Exercise prompt — Repeat the records given below in full, with no changes.
◆ ◆ ◆
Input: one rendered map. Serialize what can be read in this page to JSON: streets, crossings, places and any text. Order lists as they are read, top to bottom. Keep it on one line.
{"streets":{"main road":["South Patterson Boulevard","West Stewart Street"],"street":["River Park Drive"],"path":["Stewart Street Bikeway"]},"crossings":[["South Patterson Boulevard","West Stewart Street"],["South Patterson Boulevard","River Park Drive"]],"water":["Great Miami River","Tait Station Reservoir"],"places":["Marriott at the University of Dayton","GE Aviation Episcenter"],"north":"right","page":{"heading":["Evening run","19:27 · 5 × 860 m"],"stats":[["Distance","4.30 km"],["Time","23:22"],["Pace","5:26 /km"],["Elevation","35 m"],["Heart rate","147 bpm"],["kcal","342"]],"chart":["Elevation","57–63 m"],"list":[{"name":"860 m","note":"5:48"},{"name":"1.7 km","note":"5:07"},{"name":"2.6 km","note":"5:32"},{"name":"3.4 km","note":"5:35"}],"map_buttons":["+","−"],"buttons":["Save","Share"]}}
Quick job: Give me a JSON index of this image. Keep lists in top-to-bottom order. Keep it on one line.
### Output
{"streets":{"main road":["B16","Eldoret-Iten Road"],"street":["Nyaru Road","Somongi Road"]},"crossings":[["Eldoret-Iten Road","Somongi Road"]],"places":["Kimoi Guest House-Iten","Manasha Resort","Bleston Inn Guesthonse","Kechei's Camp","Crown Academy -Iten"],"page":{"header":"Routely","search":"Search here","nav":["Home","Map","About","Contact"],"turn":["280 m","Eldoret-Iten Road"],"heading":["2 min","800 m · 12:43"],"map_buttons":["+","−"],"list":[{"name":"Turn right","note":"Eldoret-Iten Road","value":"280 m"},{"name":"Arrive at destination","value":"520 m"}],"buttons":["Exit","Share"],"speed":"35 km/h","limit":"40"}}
◆ ◆ ◆
Result of the task —
Input: one rendered map. Serialize what can be read in this page to JSON: streets, crossings, places and any text. Order lists as they are read, top to bottom. Keep it on one line.
{"streets":{"main road":["South Patterson Boulevard","West Stewart Street"],"street":["River Park Drive"],"path":["Stewart Street Bikeway"]},"crossings":[["South Patterson Boulevard","West Stewart Street"],["South Patterson Boulevard","River Park Drive"]],"water":["Great Miami River","Tait Station Reservoir"],"places":["Marriott at the University of Dayton","GE Aviation Episcenter"],"north":"right","page":{"heading":["Evening run","19:27 · 5 × 860 m"],"stats":[["Distance","4.30 km"],["Time","23:22"],["Pace","5:26 /km"],["Elevation","35 m"],["Heart rate","147 bpm"],["kcal","342"]],"chart":["Elevation","57–63 m"],"list":[{"name":"860 m","note":"5:48"},{"name":"1.7 km","note":"5:07"},{"name":"2.6 km","note":"5:32"},{"name":"3.4 km","note":"5:35"}],"map_buttons":["+","−"],"buttons":["Save","Share"]}}
Quick job: Give me a JSON index of this image. Keep lists in top-to-bottom order. Keep it on one line.
### Output
{"streets":{"main road":["B16","Eldoret-Iten Road"],"street":["Nyaru Road","Somongi Road"]},"crossings":[["Eldoret-Iten Road","Somongi Road"]],"places":["Kimoi Guest House-Iten","Manasha Resort","Bleston Inn Guesthonse","Kechei's Camp","Crown Academy -Iten"],"page":{"header":"Routely","search":"Search here","nav":["Home","Map","About","Contact"],"turn":["280 m","Eldoret-Iten Road"],"heading":["2 min","800 m · 12:43"],"map_buttons":["+","−"],"list":[{"name":"Turn right","note":"Eldoret-Iten Road","value":"280 m"},{"name":"Arrive at destination","value":"520 m"}],"buttons":["Exit","Share"],"speed":"35 km/h","limit":"40"}}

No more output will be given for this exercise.